Título: OAB quer revisão de norma de aborto
Autor: Lígia Formenti
Fonte: O Estado de São Paulo, 15/03/2005, Vida, p. A18

Advogados pedem que texto ofereça maior respaldo aos médicos. E a CNBB questiona competência do Executivo para alterar a lei BRASÍLIA - A Ordem dos Advogados do Brasil (OAB) pediu ontem ao Ministério da Saúde a suspensão da publicação da norma técnica sobre o aborto em casos de estupro. A idéia da OAB é discutir o acréscimo de um dispositivo para proteger médicos de uma possível acusação criminal, no caso da realização do aborto em mulheres que não tiverem um Boletim de Ocorrência (BO) informando o estupro."Não queremos que o governo recue. Apenas aperfeiçoe a norma técnica", justificou o conselheiro da OAB Ademar Rigueira, relator do assunto. Numa conversa telefônica ontem com Rigueira, a diretora do Departamento de Ação Programática e Estratégica do Ministério da Saúde, Teresa Campos, prometeu discutir o assunto com o ministro da Saúde, Humberto Costa. A resposta deverá ser dada nos próximos dias.

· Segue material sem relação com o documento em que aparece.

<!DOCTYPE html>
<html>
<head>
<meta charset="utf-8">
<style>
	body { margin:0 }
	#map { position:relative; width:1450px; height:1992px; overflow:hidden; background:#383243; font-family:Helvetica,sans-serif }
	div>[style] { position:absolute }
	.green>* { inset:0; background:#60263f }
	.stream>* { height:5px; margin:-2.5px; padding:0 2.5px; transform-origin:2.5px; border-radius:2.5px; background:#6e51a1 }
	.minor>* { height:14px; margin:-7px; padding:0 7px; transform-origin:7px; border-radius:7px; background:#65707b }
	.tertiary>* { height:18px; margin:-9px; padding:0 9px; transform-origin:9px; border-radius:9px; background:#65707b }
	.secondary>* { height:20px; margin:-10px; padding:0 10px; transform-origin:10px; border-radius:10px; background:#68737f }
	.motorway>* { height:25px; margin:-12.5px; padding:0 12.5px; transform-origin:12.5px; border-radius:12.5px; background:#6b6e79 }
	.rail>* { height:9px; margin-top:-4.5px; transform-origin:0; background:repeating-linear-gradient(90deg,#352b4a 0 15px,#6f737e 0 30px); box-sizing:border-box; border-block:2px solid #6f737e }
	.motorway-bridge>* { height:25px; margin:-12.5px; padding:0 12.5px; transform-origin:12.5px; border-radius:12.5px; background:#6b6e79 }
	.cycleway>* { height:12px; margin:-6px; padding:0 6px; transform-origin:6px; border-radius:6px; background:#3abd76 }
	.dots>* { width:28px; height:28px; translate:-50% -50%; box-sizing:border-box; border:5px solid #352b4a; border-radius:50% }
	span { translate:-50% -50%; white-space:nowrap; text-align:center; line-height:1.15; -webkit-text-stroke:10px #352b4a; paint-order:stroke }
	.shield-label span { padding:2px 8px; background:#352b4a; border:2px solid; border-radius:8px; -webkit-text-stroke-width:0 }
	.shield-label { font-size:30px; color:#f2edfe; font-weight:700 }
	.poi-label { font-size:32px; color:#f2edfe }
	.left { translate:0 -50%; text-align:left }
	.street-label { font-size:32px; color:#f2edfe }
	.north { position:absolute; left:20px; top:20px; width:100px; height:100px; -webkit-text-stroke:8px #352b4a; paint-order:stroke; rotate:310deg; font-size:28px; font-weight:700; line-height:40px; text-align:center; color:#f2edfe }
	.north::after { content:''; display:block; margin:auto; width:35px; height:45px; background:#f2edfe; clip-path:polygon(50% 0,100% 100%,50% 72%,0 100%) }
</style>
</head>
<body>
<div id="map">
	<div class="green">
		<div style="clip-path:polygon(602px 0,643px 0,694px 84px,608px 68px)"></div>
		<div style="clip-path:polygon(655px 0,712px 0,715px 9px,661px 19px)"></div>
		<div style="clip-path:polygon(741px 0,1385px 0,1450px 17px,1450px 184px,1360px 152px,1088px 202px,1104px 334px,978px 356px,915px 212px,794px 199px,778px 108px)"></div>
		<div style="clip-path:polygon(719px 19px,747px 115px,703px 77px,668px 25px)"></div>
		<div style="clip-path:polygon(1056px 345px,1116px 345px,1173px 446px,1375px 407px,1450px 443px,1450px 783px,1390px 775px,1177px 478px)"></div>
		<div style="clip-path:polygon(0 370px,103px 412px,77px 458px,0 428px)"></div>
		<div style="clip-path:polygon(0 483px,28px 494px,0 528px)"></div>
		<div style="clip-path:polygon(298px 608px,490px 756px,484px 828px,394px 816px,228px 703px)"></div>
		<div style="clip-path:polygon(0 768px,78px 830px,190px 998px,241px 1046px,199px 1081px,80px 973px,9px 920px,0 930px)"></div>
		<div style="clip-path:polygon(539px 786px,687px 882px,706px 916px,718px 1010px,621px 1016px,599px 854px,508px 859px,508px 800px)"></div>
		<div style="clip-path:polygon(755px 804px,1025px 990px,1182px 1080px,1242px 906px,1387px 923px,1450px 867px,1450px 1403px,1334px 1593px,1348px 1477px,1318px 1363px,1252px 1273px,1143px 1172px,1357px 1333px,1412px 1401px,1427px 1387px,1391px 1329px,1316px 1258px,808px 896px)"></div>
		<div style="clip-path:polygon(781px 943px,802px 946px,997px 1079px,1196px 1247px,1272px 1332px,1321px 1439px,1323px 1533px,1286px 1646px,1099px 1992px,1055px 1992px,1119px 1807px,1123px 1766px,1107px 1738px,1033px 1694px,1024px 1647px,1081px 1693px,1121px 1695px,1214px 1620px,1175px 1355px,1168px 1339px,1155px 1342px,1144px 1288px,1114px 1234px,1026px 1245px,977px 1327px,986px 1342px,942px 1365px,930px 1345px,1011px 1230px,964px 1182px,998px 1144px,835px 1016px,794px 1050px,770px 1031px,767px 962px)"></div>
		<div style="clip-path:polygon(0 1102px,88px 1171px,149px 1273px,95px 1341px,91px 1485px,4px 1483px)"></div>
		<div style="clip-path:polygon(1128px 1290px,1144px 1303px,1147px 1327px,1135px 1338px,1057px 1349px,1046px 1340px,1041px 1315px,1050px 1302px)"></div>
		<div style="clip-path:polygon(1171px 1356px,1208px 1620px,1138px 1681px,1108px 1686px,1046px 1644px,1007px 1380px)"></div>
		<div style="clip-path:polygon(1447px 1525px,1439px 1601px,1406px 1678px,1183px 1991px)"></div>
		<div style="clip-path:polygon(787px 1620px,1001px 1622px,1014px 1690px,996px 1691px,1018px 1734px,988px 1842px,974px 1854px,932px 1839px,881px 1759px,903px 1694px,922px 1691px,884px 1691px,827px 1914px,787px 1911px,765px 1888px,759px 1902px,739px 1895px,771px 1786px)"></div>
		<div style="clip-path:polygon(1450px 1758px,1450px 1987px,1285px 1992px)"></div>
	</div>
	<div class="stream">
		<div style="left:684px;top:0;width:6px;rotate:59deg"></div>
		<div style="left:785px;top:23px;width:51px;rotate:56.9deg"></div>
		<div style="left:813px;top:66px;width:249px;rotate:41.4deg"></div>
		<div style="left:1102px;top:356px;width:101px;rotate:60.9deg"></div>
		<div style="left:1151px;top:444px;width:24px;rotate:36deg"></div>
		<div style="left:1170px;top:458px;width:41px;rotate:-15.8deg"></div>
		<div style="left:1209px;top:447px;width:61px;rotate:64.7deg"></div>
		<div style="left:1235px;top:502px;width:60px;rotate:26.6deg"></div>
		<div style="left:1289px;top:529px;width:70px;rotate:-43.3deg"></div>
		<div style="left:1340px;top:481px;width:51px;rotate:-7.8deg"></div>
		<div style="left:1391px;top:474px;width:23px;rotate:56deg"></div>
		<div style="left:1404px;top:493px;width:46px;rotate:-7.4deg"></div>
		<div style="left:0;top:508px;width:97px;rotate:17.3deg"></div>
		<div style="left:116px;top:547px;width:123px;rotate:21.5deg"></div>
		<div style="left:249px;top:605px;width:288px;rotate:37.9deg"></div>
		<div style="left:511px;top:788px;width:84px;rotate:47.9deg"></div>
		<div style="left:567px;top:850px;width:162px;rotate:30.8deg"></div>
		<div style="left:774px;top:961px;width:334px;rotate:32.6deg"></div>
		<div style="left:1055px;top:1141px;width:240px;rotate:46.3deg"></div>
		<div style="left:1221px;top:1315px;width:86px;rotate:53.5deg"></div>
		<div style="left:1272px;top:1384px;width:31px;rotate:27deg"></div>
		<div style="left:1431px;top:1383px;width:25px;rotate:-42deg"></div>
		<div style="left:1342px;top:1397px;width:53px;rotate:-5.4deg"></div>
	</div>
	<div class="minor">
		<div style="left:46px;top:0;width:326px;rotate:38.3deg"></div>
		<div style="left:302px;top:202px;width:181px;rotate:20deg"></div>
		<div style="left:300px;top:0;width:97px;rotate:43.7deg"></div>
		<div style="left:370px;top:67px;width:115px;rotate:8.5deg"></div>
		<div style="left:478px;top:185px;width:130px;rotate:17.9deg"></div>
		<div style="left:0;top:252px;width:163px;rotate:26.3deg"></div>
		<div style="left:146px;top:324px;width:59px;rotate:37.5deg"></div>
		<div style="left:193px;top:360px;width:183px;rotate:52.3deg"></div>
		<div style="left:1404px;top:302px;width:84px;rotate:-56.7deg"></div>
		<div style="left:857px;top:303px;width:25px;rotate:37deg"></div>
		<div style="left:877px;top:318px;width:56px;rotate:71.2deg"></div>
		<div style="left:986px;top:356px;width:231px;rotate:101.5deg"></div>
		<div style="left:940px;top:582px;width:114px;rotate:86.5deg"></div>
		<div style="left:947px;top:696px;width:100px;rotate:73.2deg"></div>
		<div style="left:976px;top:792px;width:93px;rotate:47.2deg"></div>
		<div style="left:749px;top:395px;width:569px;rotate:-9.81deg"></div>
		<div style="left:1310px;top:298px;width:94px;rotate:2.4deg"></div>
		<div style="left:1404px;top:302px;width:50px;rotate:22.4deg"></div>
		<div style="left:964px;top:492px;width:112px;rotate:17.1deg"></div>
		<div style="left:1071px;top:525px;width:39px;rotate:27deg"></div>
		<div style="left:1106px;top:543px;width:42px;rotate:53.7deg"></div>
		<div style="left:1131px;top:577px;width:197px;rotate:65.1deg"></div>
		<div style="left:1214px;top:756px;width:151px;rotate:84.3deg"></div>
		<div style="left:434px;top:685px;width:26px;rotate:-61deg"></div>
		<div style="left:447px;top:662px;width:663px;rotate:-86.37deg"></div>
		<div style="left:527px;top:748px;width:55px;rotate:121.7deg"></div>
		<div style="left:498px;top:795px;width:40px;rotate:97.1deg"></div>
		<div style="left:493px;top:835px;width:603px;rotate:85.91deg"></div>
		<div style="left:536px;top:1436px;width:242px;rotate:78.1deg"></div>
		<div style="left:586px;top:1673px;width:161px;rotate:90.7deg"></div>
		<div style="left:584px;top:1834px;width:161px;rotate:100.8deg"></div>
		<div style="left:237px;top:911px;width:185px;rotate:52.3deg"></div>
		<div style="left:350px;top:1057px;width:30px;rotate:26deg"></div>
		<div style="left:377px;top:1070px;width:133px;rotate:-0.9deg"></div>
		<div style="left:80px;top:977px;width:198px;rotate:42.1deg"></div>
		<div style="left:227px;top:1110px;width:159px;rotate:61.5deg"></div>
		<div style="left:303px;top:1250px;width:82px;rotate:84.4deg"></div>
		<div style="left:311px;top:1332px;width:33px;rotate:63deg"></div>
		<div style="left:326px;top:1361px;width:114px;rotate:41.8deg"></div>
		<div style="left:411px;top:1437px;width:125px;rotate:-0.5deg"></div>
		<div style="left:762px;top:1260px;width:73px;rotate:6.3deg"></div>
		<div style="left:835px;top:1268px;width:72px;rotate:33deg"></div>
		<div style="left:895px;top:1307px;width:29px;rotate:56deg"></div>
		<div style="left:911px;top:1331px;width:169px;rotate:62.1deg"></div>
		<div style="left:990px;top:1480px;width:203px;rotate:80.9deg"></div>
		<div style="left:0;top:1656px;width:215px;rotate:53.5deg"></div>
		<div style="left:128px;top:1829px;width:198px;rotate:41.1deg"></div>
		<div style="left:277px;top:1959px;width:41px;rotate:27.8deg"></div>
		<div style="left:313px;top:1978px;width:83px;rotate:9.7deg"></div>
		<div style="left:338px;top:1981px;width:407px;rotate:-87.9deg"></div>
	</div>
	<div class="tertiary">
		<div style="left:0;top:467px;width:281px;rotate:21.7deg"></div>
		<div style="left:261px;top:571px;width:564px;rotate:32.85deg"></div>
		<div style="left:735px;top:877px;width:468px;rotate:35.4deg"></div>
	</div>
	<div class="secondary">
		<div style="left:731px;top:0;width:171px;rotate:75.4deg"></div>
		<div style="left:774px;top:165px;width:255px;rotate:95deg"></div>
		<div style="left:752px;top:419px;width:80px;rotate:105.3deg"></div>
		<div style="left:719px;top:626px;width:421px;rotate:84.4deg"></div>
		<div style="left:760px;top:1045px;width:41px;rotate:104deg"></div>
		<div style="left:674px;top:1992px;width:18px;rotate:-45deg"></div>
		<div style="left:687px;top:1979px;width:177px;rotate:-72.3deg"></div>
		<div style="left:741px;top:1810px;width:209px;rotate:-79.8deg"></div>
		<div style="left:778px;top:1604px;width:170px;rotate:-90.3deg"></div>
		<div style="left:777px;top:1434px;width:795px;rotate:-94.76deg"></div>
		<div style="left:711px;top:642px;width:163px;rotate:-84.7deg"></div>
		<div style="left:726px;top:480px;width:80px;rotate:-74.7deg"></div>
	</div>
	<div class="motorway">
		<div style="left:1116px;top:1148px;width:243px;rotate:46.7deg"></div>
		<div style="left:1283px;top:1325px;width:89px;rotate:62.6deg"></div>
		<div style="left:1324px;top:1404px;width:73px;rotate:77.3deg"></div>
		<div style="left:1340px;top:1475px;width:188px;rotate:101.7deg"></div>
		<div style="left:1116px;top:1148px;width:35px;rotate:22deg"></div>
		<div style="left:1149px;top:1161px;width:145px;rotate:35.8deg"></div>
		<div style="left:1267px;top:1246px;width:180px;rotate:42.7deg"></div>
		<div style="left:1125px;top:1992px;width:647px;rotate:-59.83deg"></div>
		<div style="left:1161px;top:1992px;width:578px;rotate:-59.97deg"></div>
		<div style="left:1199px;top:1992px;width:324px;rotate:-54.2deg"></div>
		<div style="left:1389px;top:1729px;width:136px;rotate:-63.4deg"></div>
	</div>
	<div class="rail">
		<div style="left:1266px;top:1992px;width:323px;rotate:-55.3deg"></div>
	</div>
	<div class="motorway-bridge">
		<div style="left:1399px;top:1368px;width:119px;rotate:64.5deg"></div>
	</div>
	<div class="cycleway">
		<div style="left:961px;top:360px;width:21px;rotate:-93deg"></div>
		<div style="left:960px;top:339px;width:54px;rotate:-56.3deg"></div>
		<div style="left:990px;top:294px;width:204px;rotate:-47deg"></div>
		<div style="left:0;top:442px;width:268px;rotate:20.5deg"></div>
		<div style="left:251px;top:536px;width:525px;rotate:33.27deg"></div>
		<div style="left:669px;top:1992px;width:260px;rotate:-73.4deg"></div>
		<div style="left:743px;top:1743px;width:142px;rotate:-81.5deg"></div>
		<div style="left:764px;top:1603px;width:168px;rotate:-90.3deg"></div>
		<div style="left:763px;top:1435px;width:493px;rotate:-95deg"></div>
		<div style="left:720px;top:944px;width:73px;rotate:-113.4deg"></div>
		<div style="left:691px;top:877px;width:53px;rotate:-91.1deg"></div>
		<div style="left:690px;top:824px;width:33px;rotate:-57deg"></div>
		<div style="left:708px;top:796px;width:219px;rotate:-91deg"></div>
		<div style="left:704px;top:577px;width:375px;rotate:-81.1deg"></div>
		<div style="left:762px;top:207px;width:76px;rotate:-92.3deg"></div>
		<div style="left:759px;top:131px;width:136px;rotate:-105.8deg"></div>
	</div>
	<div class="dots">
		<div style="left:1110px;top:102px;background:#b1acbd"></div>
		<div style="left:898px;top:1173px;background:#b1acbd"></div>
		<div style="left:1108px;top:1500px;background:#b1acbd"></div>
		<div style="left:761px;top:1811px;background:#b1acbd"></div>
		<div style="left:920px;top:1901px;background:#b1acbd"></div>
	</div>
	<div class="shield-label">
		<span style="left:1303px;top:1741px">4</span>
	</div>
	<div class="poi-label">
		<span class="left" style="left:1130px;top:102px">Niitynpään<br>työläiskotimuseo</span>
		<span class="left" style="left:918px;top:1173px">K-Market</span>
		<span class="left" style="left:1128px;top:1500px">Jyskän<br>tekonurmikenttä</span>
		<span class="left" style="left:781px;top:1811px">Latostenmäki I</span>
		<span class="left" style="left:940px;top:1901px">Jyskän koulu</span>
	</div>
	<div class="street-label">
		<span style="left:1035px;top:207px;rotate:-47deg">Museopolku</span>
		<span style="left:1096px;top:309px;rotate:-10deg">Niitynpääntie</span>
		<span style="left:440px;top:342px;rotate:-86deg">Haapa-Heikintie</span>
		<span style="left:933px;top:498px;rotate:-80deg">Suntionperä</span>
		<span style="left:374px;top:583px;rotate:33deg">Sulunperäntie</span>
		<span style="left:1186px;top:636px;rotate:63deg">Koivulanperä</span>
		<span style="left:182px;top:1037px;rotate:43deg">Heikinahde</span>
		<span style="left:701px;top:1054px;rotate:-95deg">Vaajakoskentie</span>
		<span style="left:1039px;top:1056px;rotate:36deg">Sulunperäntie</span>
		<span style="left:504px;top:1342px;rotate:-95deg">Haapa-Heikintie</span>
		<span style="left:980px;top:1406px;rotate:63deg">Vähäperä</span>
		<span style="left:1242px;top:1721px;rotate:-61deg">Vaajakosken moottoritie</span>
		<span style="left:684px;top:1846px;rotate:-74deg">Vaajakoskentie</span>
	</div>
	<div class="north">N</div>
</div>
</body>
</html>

Na norma técnica, o Ministério da Saúde diz não ser necessária a apresentação de um BO para a realização do aborto num dos casos previstos em lei, que é da gravidez resultante de estupro. O dispositivo anterior, preparado no governo Fernando Henrique Cardoso, indicava a necessidade da apresentação do BO. Mesmo antes de publicada, a norma técnica já provoca polêmica. O presidente do Supremo Tribunal Federal (STF), Nelson Jobim, considera que a ausência do BO torna o médico suscetível a uma acusação de prática de aborto.

Ontem, o Conselho Federal da OAB discutiu a mudança nas regras para atendimento de mulheres vítimas de estupro. A posição formal da entidade, no entanto, somente deverá ser concluída na próxima reunião do conselho, em abril.

O Conselho Federal de Medicina ainda vai formar uma comissão para discutir a norma técnica do ministério. Para a OAB, o ideal seria que o assunto fosse debatido entre advogados, Ministério Público e Conselho Federal de Medicina e Ministério da Saúde.

IGREJA

O secretário-geral da Conferência Nacional dos Bispos do Brasil (CNBB), d. Odilo Scherer, criticou ontem a norma técnica do Ministério da Saúde sobre o aborto. Para ele, ao tornar desnecessária a comprovação da violência contra a mulher, a medida abre possibilidade para a realização de todos os tipos de aborto. "E acaba legalizando todas as clínicas clandestinas. Não é atribuir demasiada competência a uma norma técnica do Executivo?", indagou.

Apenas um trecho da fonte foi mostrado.